Now we can code our connect method:

override fun connect(ip: String, port: Int, promise: Promise) {
dispatchNewTask(Runnable {
try {
val printerConnection = TcpConnection(ip, port)
printerConnection.open()
ApplicationSingleton.printerConnection = printerConnection
promise.resolve(ResolveTypes.SUCCESS.value)
} catch (e: Exception) {
promise.reject(e)
}
})
}

Now we create the connection, open it, save it, and with resolve() we are informing Javascript that connection was successful. If during any of this steps an exception occurs, we call promise.reject()

Handling lifecycle events

So far we should be able to connect to the printer on the React Native app, but there is an important thing we are missing: freeing up resources.

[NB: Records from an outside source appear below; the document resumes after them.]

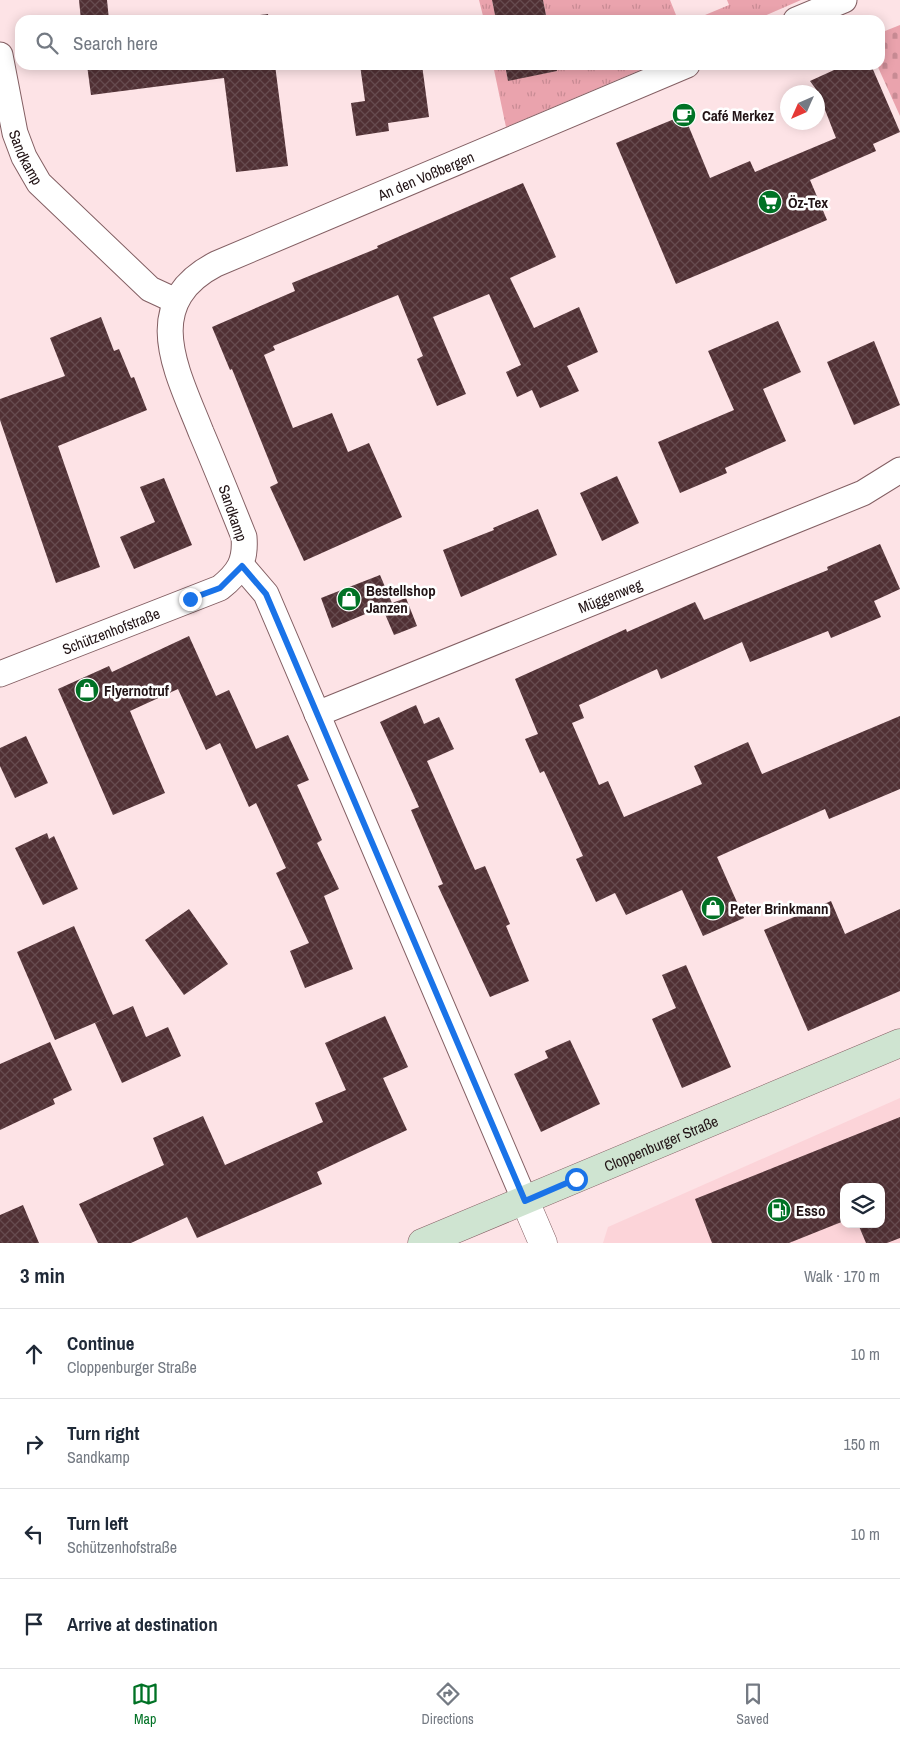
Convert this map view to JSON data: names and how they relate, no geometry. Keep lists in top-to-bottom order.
{
  "streets": {
    "main road": ["Cloppenburger Straße"],
    "street": [
      "Sandkamp",
      "An den Voßbergen",
      "Müggenweg",
      "Schützenhofstraße"
    ]
  },
  "crossings": [
    ["Sandkamp", "An den Voßbergen"],
    ["Sandkamp", "Schützenhofstraße"]
  ],
  "places": {
    "cafe": ["Café Merkez"],
    "supermarket": ["Öz-Tex"],
    "shop": ["Bestellshop Janzen", "Flyernotruf", "Peter Brinkmann"],
    "fuel station": ["Esso"]
  },
  "north": "bottom left",
  "page": {
    "search": "Search here",
    "heading": ["3 min", "Walk · 170 m"],
    "list": [
      ["Continue", "Cloppenburger Straße", "10 m"],
      ["Turn right", "Sandkamp", "150 m"],
      ["Turn left", "Schützenhofstraße", "10 m"],
      "Arrive at destination"
    ],
    "nav": ["Map", "Directions", "Saved"]
  }
}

For managing lifecycle events, React Native provides interface LifecycleEventListener

You can make a new class implementing this interface:

class LifecycleEventListenerImpl : LifecycleEventListener {

//Clean up all resources
override fun onHostDestroy() {
try {
ApplicationSingleton.apply {
koinApplication?.close()
printerConnection?.close()
}
} finally {
ApplicationSingleton.printerConnection = null
ApplicationSingleton.jobs.forEach {
it.cancel()
}
}
}

override fun onHostPause() {
}

override fun onHostResume() {
}
}

Now we close our Koin context and printer connection (if it is connected), and finally we cancel all the pending jobs still running.

To connect this listener we must register a new lifecycle event listener on our react context:

class BridgeModule(private val reactContext: ReactApplicationContext,
private val connectionProtocol: ConnectionProtocol,
private val lifecycleEventListener: LifecycleEventListener,

) : ReactContextBaseJavaModule(reactContext),
ConnectionProtocol by connectionProtocol,
LifecycleEventListener by lifecycleEventListener {

private lateinit var eventEmitter: DeviceEventManagerModule.RCTDeviceEventEmitter
private var printerStatusListenerJob: Job? = null

override fun initialize() {
super.initialize()
reactContext.addLifecycleEventListener(this)
}

Conclusion

React Native is a great option for making multi-platform mobile applications, but it does not support all the functionality we could need on an app. As in this case, we may need to use a native SDK or perhaps need to run intensive CPU bound operations in multiple threads. We may even need  to use native components not available on React Native, and in addition to all of this, we can do it while implementing native modules with a little more work and, of course, knowledge of each platform.